Ending Fatigue: Some believe that the movie should have ended with David continuously wishing to be a real boy to the carnival Blue Fairy underwater (and still others feel it should have ended with David committing suicide)... but it kept going... and going... AND GOING.
Freud Was Right: David's entire journey is ultimately about winning the unconditional love of his mommy.
"Funny Aneurysm" Moment: Scenes of frozen, distant-future New York City include the twin towers of the World Trade Center poking out of the ice. Spielberg made a conscious decision to leave them in, knowing he would take flak for it either way. Cinemas though (including outside America - the UK was affected) did have signs put up making them aware that footage of the towers featured in case of accidental offence.
Uncanny Valley: Turned on its head here, as most of the humanlike robots are played by live actors - but used to very good effect with CGI-enhanced, partially-broken androids, and many scenes where David just doesn't... seem... quite... human. Like the one where he "breaks" after eating human food. This troper recalls hearing that Osment suggested that David should never blink.

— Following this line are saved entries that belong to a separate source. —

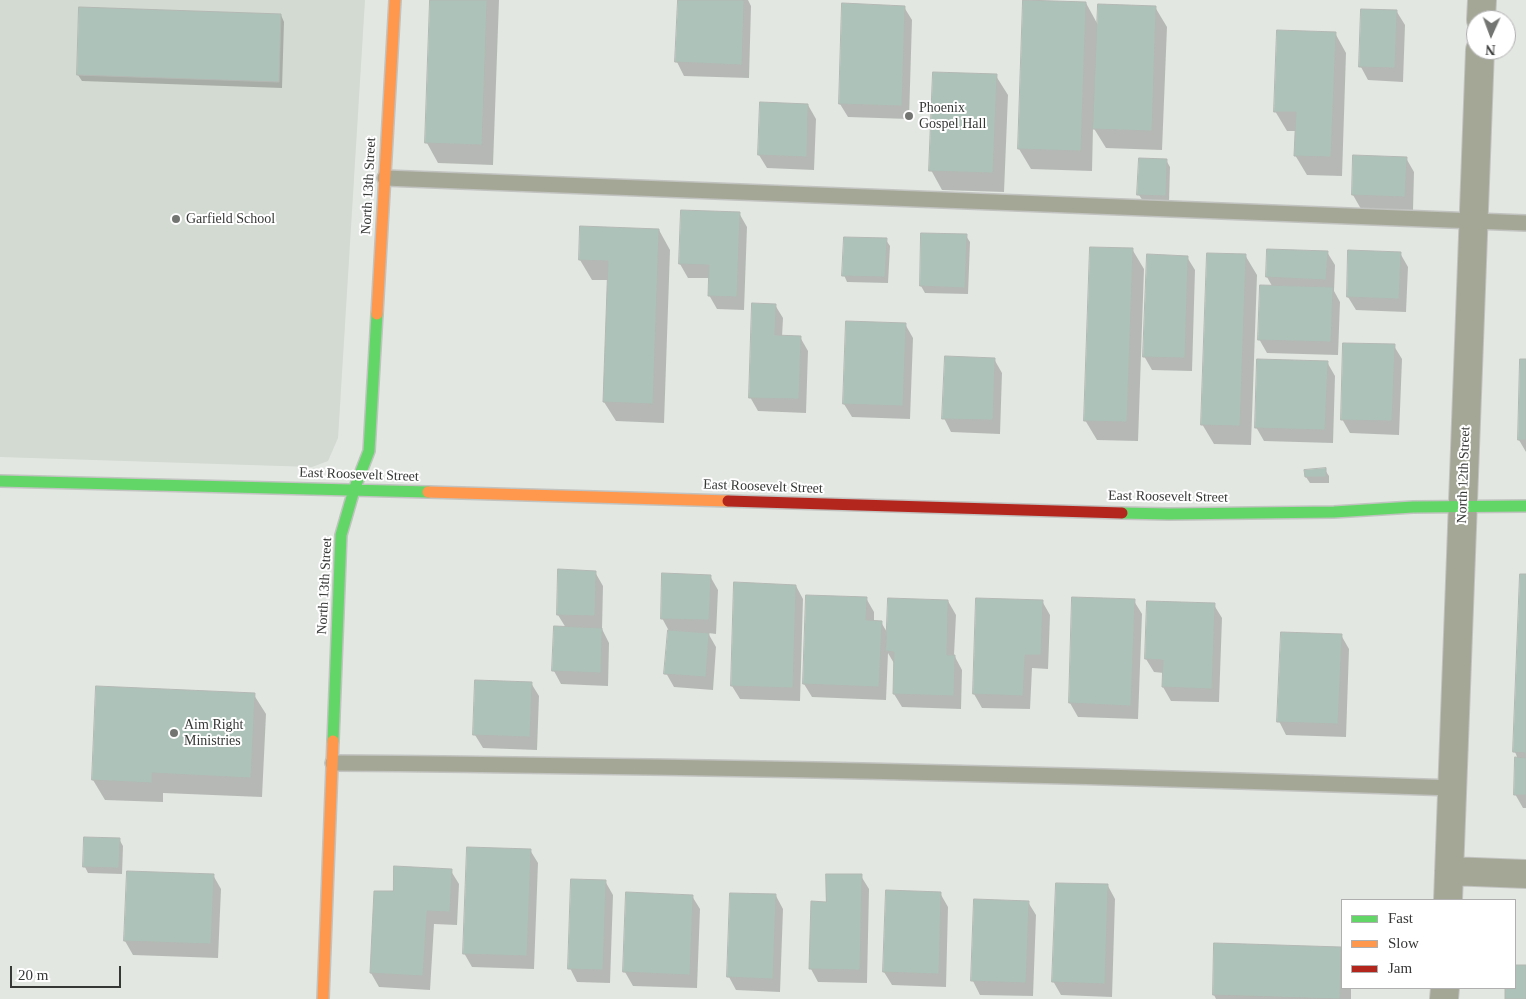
<!DOCTYPE html>
<html>
<head>
<meta charset="utf-8">
<style>
  body { margin:0 }
  #map { position:relative; width:1526px; height:999px; overflow:hidden; background:#e3e7e2; font-family:Georgia,serif }
  canvas { display:block }
  .legend { position:absolute; left:1341px; top:899px; width:175px; height:90px; box-sizing:border-box; background:#fff; border:1px solid #afafaf; margin:0; padding:6px 9px; list-style:none; font-size:15px; color:#363836 }
  .legend li { display:flex; align-items:center; gap:10px; height:25px }
  .legend b { width:25px; border:1px solid #afafaf }
  .north { position:absolute; left:1466px; top:10px; width:50px; height:50px; box-sizing:border-box; background:#fff; border:1px solid #afafaf; border-radius:50%; rotate:182deg; font-size:14px; font-weight:700; line-height:20px; text-align:center; color:#363836 }
  .north::after { content:''; display:block; margin:auto; width:18px; height:22px; background:#737572; clip-path:polygon(50% 0,100% 100%,50% 72%,0 100%) }
  .scale { position:absolute; left:10px; top:966px; width:111px; height:22px; box-sizing:border-box; border:2px solid #363836; border-top:0; padding-left:6px; font-size:15px; line-height:18px; white-space:nowrap; color:#363836; -webkit-text-stroke:4px #fff; paint-order:stroke }
</style>
</head>
<body>
<div id="map">
<canvas width="1526" height="999"></canvas>
<ul class="legend">
<li><b style="height:6px;background:#63d668"></b>Fast</li>
<li><b style="height:6px;background:#ff974d"></b>Slow</li>
<li><b style="height:6px;background:#b3261e"></b>Jam</li>
</ul>
<div class="north">N</div>
<div class="scale">20 m</div>
</div>
<script>
const ctx = document.querySelector('canvas').getContext('2d');
ctx.lineJoin = 'round';
function paint(path, color) {
  ctx.fillStyle = color;
  ctx.fill(path, 'evenodd');
}
function stroke(path, color, width, dash) {
  ctx.strokeStyle = color;
  ctx.lineWidth = width;
  ctx.lineCap = dash ? 'butt' : 'round';
  ctx.setLineDash(dash || []);
  ctx.stroke(path);
}
function write(font, color, halo, rows, align = 'center') {
  ctx.font = font + ' Georgia,serif';
  ctx.lineWidth = 4;
  ctx.setLineDash([]);
  ctx.textBaseline = 'middle';
  ctx.strokeStyle = halo;
  ctx.fillStyle = color;
  for (const [text, x, y, turn = 0] of rows) {
    ctx.save();
    ctx.translate(x, y);
    ctx.rotate((+turn || 0) * Math.PI / 180);
    ctx.textAlign = isNaN(turn) ? turn : align;
    if (halo) ctx.strokeText(text, 0, 0);
    ctx.fillText(text, 0, 0);
    ctx.restore();
  }
}
paint(new Path2D(`
  M0 0H365L338 438 328 461 312 467 0 457Z`), '#d2dad1');
paint(new Path2D(`
  M432 0H499L493 165 438 163 427 143Z
  M679 0H748L751 6 749 78 684 76 677 62Z
  M1086 3 1098 25 1155 7 1167 27 1162 150 1106 148 1093 127 1092 171 1031 169 1019 149Z
  M904 7 912 20 909 119 848 117 840 104Z
  M1397 12 1405 25 1403 82 1368 80 1361 67Z
  M281 15 284 22 282 88 82 81 78 75Z
  M1335 33 1346 53 1342 176 1307 175 1295 155 1296 131H1287L1275 111Z
  M996 76 1008 95 1004 192 942 190 931 170Z
  M808 105 816 119 814 170 767 168 759 155Z
  M1406 158 1414 172 1413 210 1361 209 1353 195Z
  M1166 160 1170 167 1169 202 1143 201 1139 195Z
  M682 211 739 213 747 227 744 310 717 309 709 295 710 278H688L680 264Z
  M659 230 670 250 664 423 616 421 604 402 609 280H592L580 260Z
  M923 234 966 236 970 242 968 294 925 293 921 286Z
  M886 240 890 246 888 283 847 282 844 275Z
  M1132 249 1144 269 1138 441 1097 440 1085 420Z
  M1268 250 1327 252 1335 265 1334 291 1340 302 1338 355 1267 353 1259 339 1272 286 1267 277Z
  M1400 253 1408 267 1406 312 1356 310 1348 297Z
  M1245 255 1257 275 1251 445 1214 444 1202 424Z
  M1187 257 1195 270 1192 371 1152 370 1144 356Z
  M775 305 783 318 782 337H800L808 351 806 413 758 411 750 397Z
  M905 324 913 338 910 419 852 417 844 404Z
  M1394 346 1402 359 1399 435 1350 433 1342 419Z
  M994 359 1002 373 1000 434 951 432 944 418Z
  M1526 360V452L1519 440Z
  M1327 362 1335 376 1333 443 1264 441 1256 427Z
  M1325 470 1329 476V483H1310L1306 477Z
  M595 572 603 586 602 629 609 643 608 686 561 684 554 671 566 628 558 615Z
  M1526 575V808H1523L1515 794 1518 759 1515 752Z
  M710 576 718 590 716 634 708 633 716 647 713 690 674 687 666 673 669 631 662 618Z
  M796 586 803 599 800 701 740 699 732 686Z
  M866 598 874 612V622H881L888 634 948 601 956 615 954 655 962 670 961 709 902 707 894 694 895 665 888 653 886 700 812 697 804 684Z
  M978 599 1042 601 1050 615 1048 669 1032 668 1030 709 982 708 974 694Z
  M1134 601 1142 614 1138 719 1078 717 1070 703Z
  M1214 605 1222 618 1219 702 1171 701 1163 687 1164 673 1154 672 1146 659Z
  M1341 635 1349 649 1346 737 1286 735 1279 721Z
  M531 683 539 696 537 750 483 748 475 735Z
  M254 695 266 714 262 797 163 793V802L105 800 93 780Z
  M119 839 123 846 122 874 88 873 85 867Z
  M530 850 538 863 534 969 472 967 464 953Z
  M451 871 459 884 457 925 434 924 430 990 379 987 371 973 394 893Z
  M213 875 221 889 218 958 133 955 125 941Z
  M861 876 869 889 867 983 818 982 811 969 827 903Z
  M605 881 613 895 610 983 577 982 570 968Z
  M1108 886 1115 899 1112 997 1061 995 1053 981Z
  M940 893 948 907 946 987 892 985 884 972Z
  M692 896 700 909 697 988 633 986 625 972Z
  M776 896 783 909 780 992 736 990 729 977Z
  M975 900 1028 902 1036 915 1033 996 980 995 973 981Z
  M1216 944 1341 949 1342 951V988H1351V999H1216L1214 995Z`), '#0003');
const building = new Path2D(`
  M430 0H487L482 145 425 143Z
  M678 0H744L742 65 675 62Z
  M1023 0 1086 2 1081 151 1018 149Z
  M842 3 905 6 902 106 839 104Z
  M1098 4 1156 6 1152 131 1093 129Z
  M79 7 281 14 279 82 77 75Z
  M1361 9 1397 10 1395 68 1359 67Z
  M1277 30 1336 32 1331 157 1294 156 1296 112H1274Z
  M933 72 997 74 993 173 929 171Z
  M760 102 808 104 807 157 758 155Z
  M1353 155 1407 157 1405 197 1352 195Z
  M1139 158 1167 159 1166 196 1137 195Z
  M681 210 740 212 737 297 708 296 709 265 679 264Z
  M580 226 659 229 653 404 603 402 608 261 579 260Z
  M921 233 967 234 965 288 920 286Z
  M844 237 887 238 885 277 842 276Z
  M1090 247 1133 248 1127 422 1084 421Z
  M1267 249 1328 251 1326 280 1266 277Z
  M1348 250 1401 252 1399 299 1347 297Z
  M1207 253 1246 254 1240 426 1201 425Z
  M1147 254 1188 256 1185 358 1143 357Z
  M1260 285 1333 287 1331 342 1258 340Z
  M752 303 776 304 775 335 801 336 799 399 749 398Z
  M846 321 906 323 903 406 843 404Z
  M1343 343 1395 344 1392 421 1341 420Z
  M945 356 995 358 993 420 942 419Z
  M1257 359 1328 361 1325 430 1255 428Z
  M1520 359H1526V440H1518Z
  M1326 468V477H1305L1304 470Z
  M558 569 596 571 595 616 557 615Z
  M662 573 711 575 709 620 661 619Z
  M1520 574H1526V753L1513 752Z
  M734 582 796 585 793 688 731 686Z
  M806 595 867 597 866 620 882 621 879 687 803 684Z
  M1072 597 1135 599 1131 706 1069 703Z
  M888 598 948 600 947 655H955L954 696 893 694 894 652 886 651Z
  M976 598 1043 600 1041 655H1025L1023 696 973 694Z
  M1147 601 1215 603 1212 689 1162 687 1163 660 1145 659Z
  M554 626 602 628 601 673 552 671Z
  M668 630 709 633 706 677 664 674Z
  M1281 632 1342 634 1338 724 1277 722Z
  M475 680 532 682 530 737 473 735Z
  M96 686 255 693 251 778 152 773V783L92 780Z
  M1515 757 1526 758V795H1514Z
  M84 837 120 838 119 868 83 867Z
  M467 847 531 849 527 956 463 954Z
  M394 866 452 869 450 912 427 911 423 976 370 973 374 891H393Z
  M127 871 214 874 211 944 124 941Z
  M826 874H862L860 970 809 969 811 901 826 902Z
  M571 879 606 880 603 970 568 969Z
  M1056 883 1108 884 1105 984 1052 982Z
  M886 890 941 892 939 974 883 972Z
  M626 892 693 895 690 975 623 972Z
  M730 893 776 894 773 979 727 977Z
  M974 899 1029 901 1026 983 971 981Z
  M1214 943 1341 947 1340 999 1213 995Z
  M1515 965H1526V999H1505V988H1515Z`);
paint(building, '#adc3b9');
stroke(building, '#b4b8b4', 1);
const lane = new Path2D(`
  M385 178 1526 223
  M333 763C706 766 1079 775 1453 788`);
const street = new Path2D(`
  M1481 20 1482 0
  M1449 871 1526 874
  M1448 900 1480 50
  M1444 999 1445 988`);
const fast = new Path2D(`
  M0 481 428 492
  M1122 513 1169 514 1334 512 1413 507 1526 506
  M333 741 341 535 354 490 369 451 377 314`);
const slow = new Path2D(`
  M377 314 395 0
  M428 492 728 501
  M323 999 333 741`);
const jam = new Path2D(`
  M728 501 1122 513`);
stroke(lane, '#c1c3c0', 18);
stroke(street, '#c1c3c0', 30);
stroke(fast, '#c1c3c0', 14);
stroke(slow, '#c1c3c0', 14);
stroke(jam, '#c1c3c0', 14);
stroke(lane, '#a5a796', 15);
stroke(street, '#a5a796', 28);
stroke(fast, '#63d668', 11);
stroke(slow, '#ff974d', 11);
stroke(jam, '#b3261e', 11);
for (const [x, y, r, color] of [
  [909,116,5,"#737572"],
  [176,219,5,"#737572"],
  [174,733,5,"#737572"]
]) {
  const dot = new Path2D();
  dot.arc(x, y, r, 0, 2 * Math.PI);
  ctx.fillStyle = color;
  ctx.fill(dot);
  stroke(dot, '#fff', 2);
}
write('14px', '#363836', '#fff', [
  ["Phoenix",919,108],
  ["Gospel Hall",919,124],
  ["Garfield School",186,219],
  ["Aim Right",184,725],
  ["Ministries",184,741]
], 'left');
write('14px', '#363836', '#fff', [
  ["North 13th Street",369,186,-87],
  ["East Roosevelt Street",359,475,2],
  ["North 12th Street",1464,475,-88],
  ["East Roosevelt Street",763,487,2],
  ["East Roosevelt Street",1168,497,1],
  ["North 13th Street",325,586,-87]
]);
</script>
</body>
</html>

The main character's actions can be very unnerving sometimes, which gives a subtle indication that in spite of his emotions and fleshy exterior, he is still a machine. The thrown away, out-dated robots that are seen rummaging through a pile of leftover robotic parts in the forest also qualify, but most definitely the "nanny" robot, who happens to be missing 3/4s of her head.
Jude Law's face was sprayed with latex, and his hairline was painted to make it look like a seam, thus make him bizarrely too-perfect to look real.

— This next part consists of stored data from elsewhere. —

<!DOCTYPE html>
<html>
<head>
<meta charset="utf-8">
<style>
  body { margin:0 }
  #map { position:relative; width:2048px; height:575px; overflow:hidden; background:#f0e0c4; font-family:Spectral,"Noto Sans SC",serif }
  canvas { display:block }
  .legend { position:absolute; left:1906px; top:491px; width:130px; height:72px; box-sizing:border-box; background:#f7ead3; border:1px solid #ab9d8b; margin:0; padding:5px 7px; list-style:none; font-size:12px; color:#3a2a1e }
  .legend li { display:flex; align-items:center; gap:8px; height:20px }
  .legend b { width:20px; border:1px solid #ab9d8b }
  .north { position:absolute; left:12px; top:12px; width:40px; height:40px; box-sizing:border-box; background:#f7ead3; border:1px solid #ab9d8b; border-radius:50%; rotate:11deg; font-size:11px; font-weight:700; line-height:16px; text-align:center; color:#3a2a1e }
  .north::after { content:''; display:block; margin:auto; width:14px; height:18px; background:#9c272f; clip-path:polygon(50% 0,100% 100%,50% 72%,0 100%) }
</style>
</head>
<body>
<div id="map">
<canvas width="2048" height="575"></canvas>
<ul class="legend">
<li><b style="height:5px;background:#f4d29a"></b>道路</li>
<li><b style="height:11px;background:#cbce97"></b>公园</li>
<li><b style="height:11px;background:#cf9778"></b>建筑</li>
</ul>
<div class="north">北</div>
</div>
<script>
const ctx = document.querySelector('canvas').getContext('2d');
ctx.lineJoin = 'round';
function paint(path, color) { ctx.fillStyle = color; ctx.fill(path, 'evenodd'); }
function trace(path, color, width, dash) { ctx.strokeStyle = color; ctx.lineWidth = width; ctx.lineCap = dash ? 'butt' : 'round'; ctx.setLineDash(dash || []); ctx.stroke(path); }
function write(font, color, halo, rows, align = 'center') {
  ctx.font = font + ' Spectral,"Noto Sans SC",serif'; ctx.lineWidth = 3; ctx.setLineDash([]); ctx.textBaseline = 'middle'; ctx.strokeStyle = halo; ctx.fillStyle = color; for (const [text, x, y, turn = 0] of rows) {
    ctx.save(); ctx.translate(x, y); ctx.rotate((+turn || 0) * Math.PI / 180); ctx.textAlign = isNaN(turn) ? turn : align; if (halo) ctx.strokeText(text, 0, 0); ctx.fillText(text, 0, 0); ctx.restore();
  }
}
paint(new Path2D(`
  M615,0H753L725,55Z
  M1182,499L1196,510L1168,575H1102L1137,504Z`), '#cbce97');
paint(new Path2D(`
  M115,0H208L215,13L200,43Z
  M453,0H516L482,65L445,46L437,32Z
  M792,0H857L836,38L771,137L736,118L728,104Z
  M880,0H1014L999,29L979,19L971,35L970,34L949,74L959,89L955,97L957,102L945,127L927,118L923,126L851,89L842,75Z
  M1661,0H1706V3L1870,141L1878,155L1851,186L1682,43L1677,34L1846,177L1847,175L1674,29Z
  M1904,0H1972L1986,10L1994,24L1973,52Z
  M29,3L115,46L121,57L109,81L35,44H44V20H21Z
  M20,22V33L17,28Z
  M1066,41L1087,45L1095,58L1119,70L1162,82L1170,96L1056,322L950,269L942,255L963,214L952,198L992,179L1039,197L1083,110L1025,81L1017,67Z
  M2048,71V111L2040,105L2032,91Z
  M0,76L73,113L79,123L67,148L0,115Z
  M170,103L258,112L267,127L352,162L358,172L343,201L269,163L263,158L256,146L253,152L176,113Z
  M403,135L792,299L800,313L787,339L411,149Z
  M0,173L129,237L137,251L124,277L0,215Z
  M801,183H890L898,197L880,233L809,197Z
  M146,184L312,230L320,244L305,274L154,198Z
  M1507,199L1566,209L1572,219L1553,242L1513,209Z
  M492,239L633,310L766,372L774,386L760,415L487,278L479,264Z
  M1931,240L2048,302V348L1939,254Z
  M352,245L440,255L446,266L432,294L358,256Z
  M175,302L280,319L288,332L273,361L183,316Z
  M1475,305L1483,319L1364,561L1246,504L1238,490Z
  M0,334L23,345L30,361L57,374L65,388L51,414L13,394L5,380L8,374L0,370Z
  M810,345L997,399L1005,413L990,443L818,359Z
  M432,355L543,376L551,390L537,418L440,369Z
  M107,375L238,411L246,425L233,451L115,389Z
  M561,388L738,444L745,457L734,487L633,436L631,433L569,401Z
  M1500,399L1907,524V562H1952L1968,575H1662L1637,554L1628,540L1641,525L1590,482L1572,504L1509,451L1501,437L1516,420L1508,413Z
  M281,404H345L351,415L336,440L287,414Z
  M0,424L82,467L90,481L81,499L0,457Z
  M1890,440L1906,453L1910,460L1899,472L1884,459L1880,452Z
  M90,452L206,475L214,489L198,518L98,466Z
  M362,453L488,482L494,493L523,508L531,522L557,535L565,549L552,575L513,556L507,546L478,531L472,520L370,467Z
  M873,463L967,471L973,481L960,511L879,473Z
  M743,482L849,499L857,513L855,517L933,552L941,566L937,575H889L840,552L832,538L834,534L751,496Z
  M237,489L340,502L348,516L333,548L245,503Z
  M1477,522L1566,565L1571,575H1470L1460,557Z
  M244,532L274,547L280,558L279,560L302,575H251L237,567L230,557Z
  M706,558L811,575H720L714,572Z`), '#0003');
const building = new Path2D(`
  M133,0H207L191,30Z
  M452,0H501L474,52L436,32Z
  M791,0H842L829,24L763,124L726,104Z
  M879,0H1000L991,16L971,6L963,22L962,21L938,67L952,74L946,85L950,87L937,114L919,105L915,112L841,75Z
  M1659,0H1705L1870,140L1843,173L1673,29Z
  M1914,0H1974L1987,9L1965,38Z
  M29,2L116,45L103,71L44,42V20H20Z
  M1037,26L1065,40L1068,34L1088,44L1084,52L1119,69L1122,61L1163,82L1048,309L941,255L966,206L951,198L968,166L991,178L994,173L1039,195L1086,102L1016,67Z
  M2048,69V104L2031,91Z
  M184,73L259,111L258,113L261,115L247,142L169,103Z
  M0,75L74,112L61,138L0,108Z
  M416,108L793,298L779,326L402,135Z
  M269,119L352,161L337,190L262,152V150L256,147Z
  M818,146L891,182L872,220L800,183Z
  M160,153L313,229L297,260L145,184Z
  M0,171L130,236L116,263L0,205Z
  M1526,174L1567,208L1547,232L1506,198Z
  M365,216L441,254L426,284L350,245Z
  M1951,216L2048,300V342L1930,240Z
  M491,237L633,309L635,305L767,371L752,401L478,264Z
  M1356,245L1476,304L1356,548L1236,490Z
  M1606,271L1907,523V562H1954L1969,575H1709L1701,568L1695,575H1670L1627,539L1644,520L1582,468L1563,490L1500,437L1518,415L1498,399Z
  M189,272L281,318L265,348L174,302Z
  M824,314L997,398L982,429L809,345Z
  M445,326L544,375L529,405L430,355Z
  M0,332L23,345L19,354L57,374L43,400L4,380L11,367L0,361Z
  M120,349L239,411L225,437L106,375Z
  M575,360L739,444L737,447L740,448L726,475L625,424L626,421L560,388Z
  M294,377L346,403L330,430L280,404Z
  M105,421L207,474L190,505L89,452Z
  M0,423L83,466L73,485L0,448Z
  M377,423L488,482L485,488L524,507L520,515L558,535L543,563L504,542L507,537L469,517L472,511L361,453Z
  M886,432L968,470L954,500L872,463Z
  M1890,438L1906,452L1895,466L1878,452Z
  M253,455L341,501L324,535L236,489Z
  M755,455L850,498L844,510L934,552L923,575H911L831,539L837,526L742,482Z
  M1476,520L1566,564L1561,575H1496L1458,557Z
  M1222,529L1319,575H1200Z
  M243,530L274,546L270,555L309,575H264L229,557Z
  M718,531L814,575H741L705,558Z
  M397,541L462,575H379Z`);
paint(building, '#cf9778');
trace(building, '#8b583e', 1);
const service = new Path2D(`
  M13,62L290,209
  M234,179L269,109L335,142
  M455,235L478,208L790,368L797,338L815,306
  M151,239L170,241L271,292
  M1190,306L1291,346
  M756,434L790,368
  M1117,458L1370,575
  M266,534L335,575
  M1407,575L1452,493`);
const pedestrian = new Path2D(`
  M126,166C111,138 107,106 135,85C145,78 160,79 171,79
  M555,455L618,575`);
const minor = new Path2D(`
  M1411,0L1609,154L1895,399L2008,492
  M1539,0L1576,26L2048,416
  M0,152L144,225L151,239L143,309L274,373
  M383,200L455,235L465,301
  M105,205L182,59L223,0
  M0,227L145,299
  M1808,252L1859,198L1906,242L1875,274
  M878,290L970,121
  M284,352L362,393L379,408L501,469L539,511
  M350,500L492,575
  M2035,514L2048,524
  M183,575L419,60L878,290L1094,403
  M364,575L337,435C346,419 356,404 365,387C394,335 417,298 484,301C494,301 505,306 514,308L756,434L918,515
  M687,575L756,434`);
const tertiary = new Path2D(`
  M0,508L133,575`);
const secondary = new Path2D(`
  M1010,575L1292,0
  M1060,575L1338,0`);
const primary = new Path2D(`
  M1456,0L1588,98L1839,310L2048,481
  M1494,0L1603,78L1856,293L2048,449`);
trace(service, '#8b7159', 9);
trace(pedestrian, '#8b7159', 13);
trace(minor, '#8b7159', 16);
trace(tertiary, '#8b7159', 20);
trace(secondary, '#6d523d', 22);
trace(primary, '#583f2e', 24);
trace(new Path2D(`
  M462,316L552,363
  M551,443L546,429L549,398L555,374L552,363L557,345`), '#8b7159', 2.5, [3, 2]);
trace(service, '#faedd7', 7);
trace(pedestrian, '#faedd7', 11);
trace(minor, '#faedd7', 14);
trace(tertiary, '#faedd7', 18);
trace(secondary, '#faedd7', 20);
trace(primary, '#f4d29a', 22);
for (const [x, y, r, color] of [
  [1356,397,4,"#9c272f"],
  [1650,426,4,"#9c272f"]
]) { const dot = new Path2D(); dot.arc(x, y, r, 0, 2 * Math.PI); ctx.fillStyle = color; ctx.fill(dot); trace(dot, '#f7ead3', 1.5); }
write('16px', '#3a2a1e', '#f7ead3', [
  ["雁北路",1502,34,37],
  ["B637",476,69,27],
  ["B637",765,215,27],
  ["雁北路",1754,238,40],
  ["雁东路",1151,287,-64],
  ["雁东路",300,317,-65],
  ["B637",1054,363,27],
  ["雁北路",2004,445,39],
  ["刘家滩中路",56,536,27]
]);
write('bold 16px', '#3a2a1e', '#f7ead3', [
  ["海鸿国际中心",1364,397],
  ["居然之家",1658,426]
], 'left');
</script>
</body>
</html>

Notably, Roger Ebert initially gave it a score of 3 stars out of 4, and criticized the ending, but now has included it in his "Great Movies" list.
Also, what might have helped was the revelation that Kubrick was largely responsible for the film's ending, and Spielberg did his best to incorporate it. Truth be told, it really was an ambitious project between two very different directors, as well as a heartwarming sendoff from one friend to another.
The Woobie: Oh, come on. Who didn't want to reach through the screen and give poor little David a hug?